(Source material begins)

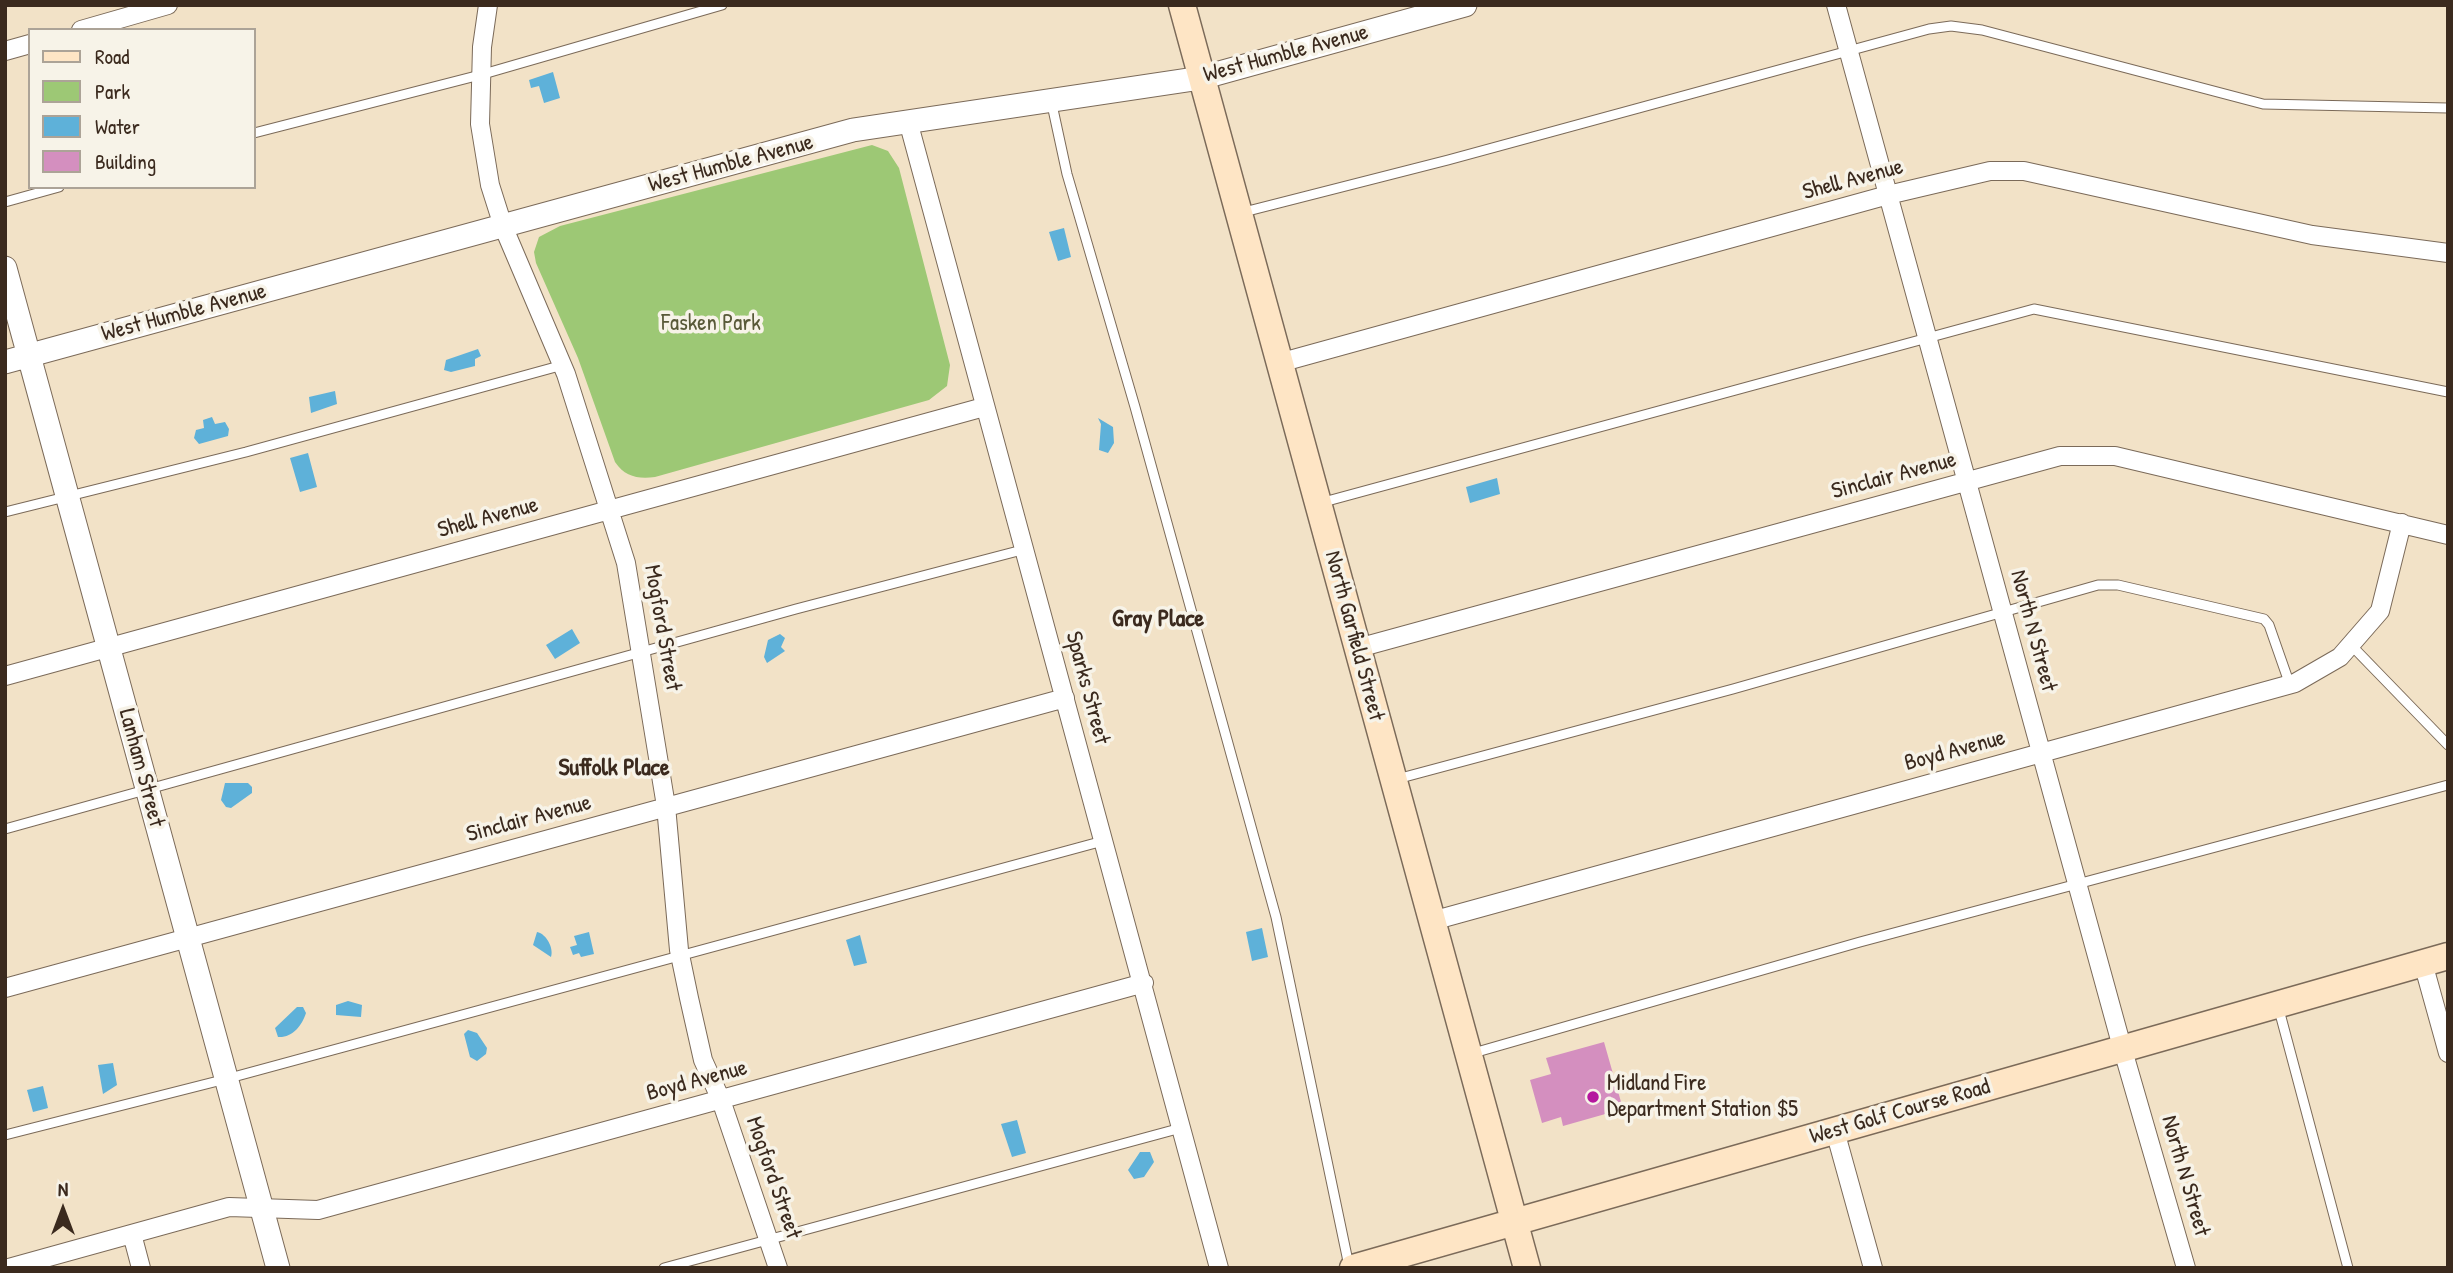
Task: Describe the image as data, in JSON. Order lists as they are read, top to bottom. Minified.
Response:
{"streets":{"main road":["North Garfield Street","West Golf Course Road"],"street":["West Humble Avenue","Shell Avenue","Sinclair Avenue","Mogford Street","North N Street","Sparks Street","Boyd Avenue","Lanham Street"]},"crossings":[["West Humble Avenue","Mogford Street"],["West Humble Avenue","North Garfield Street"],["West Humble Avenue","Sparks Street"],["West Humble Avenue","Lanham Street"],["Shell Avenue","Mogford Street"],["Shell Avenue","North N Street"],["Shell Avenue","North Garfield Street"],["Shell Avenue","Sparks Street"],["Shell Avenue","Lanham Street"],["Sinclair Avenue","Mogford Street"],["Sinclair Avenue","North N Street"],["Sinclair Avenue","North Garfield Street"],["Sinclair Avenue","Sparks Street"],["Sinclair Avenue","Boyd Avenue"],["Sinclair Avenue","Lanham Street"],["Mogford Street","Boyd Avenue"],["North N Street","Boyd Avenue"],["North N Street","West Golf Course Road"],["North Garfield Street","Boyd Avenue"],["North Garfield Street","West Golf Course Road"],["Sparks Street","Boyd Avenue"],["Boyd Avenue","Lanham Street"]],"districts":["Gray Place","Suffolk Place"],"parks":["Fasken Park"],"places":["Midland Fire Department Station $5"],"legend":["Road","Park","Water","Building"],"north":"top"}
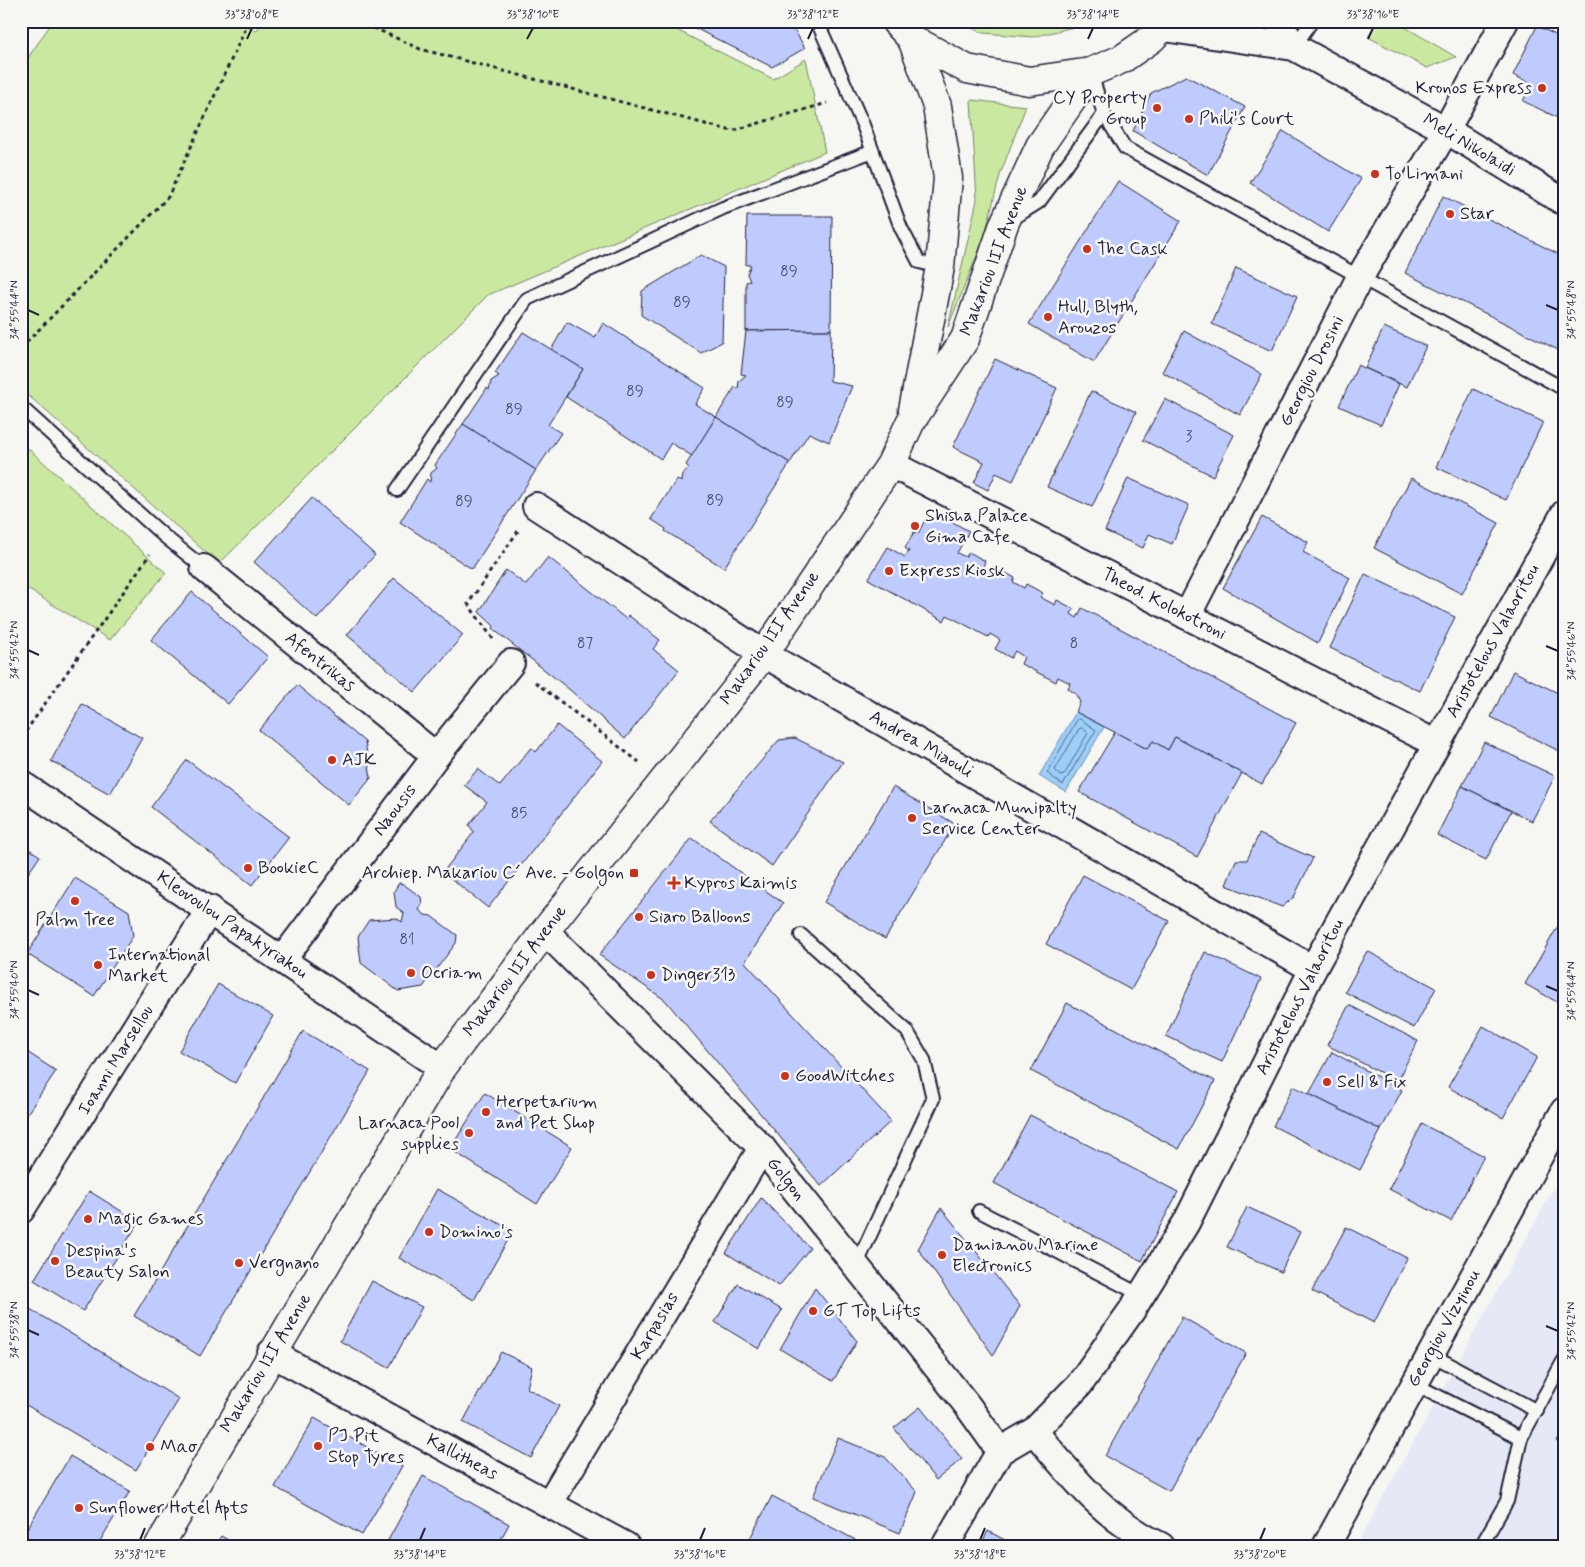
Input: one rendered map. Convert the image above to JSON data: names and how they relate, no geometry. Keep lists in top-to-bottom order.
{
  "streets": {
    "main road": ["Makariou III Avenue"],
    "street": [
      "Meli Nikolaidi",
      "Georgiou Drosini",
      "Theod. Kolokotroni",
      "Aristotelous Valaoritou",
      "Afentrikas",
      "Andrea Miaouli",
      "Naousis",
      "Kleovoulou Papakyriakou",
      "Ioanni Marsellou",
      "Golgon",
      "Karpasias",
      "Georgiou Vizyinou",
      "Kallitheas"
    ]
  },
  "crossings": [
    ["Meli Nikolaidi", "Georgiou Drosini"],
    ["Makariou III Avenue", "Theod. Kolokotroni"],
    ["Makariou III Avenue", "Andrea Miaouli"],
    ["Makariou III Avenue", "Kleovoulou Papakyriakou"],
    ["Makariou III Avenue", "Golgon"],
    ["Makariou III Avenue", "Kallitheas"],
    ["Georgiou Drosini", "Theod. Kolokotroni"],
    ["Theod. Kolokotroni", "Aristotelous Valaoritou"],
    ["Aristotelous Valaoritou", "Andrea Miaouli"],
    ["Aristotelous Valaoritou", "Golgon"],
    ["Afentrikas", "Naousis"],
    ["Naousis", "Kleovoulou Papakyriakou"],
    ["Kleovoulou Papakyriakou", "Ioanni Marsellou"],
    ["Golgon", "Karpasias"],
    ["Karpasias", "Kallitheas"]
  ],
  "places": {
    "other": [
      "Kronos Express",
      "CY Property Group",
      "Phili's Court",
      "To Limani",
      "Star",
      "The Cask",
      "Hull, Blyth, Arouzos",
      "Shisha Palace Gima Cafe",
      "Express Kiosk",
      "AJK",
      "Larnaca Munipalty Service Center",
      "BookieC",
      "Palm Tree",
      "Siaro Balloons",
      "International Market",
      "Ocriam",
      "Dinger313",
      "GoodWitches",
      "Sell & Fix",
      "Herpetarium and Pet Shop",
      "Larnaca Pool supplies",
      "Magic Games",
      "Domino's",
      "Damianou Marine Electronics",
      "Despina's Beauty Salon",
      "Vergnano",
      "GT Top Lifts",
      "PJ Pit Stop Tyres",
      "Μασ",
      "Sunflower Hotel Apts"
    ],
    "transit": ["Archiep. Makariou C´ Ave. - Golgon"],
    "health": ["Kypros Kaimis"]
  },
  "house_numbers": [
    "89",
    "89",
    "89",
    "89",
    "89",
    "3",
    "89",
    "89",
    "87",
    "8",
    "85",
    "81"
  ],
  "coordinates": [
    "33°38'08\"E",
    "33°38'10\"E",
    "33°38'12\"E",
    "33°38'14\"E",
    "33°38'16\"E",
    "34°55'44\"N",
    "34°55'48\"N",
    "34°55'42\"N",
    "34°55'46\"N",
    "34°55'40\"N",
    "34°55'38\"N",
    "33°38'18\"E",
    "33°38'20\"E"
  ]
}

(Source material ends)

▸ Problem to solve
Once the pictures are set aside, please output all the data word for word.

▸ Response box
Task: Describe the image as data, in JSON. Order lists as they are read, top to bottom. Minified.
Response:
{"streets":{"main road":["North Garfield Street","West Golf Course Road"],"street":["West Humble Avenue","Shell Avenue","Sinclair Avenue","Mogford Street","North N Street","Sparks Street","Boyd Avenue","Lanham Street"]},"crossings":[["West Humble Avenue","Mogford Street"],["West Humble Avenue","North Garfield Street"],["West Humble Avenue","Sparks Street"],["West Humble Avenue","Lanham Street"],["Shell Avenue","Mogford Street"],["Shell Avenue","North N Street"],["Shell Avenue","North Garfield Street"],["Shell Avenue","Sparks Street"],["Shell Avenue","Lanham Street"],["Sinclair Avenue","Mogford Street"],["Sinclair Avenue","North N Street"],["Sinclair Avenue","North Garfield Street"],["Sinclair Avenue","Sparks Street"],["Sinclair Avenue","Boyd Avenue"],["Sinclair Avenue","Lanham Street"],["Mogford Street","Boyd Avenue"],["North N Street","Boyd Avenue"],["North N Street","West Golf Course Road"],["North Garfield Street","Boyd Avenue"],["North Garfield Street","West Golf Course Road"],["Sparks Street","Boyd Avenue"],["Boyd Avenue","Lanham Street"]],"districts":["Gray Place","Suffolk Place"],"parks":["Fasken Park"],"places":["Midland Fire Department Station $5"],"legend":["Road","Park","Water","Building"],"north":"top"}
Input: one rendered map. Convert the image above to JSON data: names and how they relate, no geometry. Keep lists in top-to-bottom order.
{
  "streets": {
    "main road": ["Makariou III Avenue"],
    "street": [
      "Meli Nikolaidi",
      "Georgiou Drosini",
      "Theod. Kolokotroni",
      "Aristotelous Valaoritou",
      "Afentrikas",
      "Andrea Miaouli",
      "Naousis",
      "Kleovoulou Papakyriakou",
      "Ioanni Marsellou",
      "Golgon",
      "Karpasias",
      "Georgiou Vizyinou",
      "Kallitheas"
    ]
  },
  "crossings": [
    ["Meli Nikolaidi", "Georgiou Drosini"],
    ["Makariou III Avenue", "Theod. Kolokotroni"],
    ["Makariou III Avenue", "Andrea Miaouli"],
    ["Makariou III Avenue", "Kleovoulou Papakyriakou"],
    ["Makariou III Avenue", "Golgon"],
    ["Makariou III Avenue", "Kallitheas"],
    ["Georgiou Drosini", "Theod. Kolokotroni"],
    ["Theod. Kolokotroni", "Aristotelous Valaoritou"],
    ["Aristotelous Valaoritou", "Andrea Miaouli"],
    ["Aristotelous Valaoritou", "Golgon"],
    ["Afentrikas", "Naousis"],
    ["Naousis", "Kleovoulou Papakyriakou"],
    ["Kleovoulou Papakyriakou", "Ioanni Marsellou"],
    ["Golgon", "Karpasias"],
    ["Karpasias", "Kallitheas"]
  ],
  "places": {
    "other": [
      "Kronos Express",
      "CY Property Group",
      "Phili's Court",
      "To Limani",
      "Star",
      "The Cask",
      "Hull, Blyth, Arouzos",
      "Shisha Palace Gima Cafe",
      "Express Kiosk",
      "AJK",
      "Larnaca Munipalty Service Center",
      "BookieC",
      "Palm Tree",
      "Siaro Balloons",
      "International Market",
      "Ocriam",
      "Dinger313",
      "GoodWitches",
      "Sell & Fix",
      "Herpetarium and Pet Shop",
      "Larnaca Pool supplies",
      "Magic Games",
      "Domino's",
      "Damianou Marine Electronics",
      "Despina's Beauty Salon",
      "Vergnano",
      "GT Top Lifts",
      "PJ Pit Stop Tyres",
      "Μασ",
      "Sunflower Hotel Apts"
    ],
    "transit": ["Archiep. Makariou C´ Ave. - Golgon"],
    "health": ["Kypros Kaimis"]
  },
  "house_numbers": [
    "89",
    "89",
    "89",
    "89",
    "89",
    "3",
    "89",
    "89",
    "87",
    "8",
    "85",
    "81"
  ],
  "coordinates": [
    "33°38'08\"E",
    "33°38'10\"E",
    "33°38'12\"E",
    "33°38'14\"E",
    "33°38'16\"E",
    "34°55'44\"N",
    "34°55'48\"N",
    "34°55'42\"N",
    "34°55'46\"N",
    "34°55'40\"N",
    "34°55'38\"N",
    "33°38'18\"E",
    "33°38'20\"E"
  ]
}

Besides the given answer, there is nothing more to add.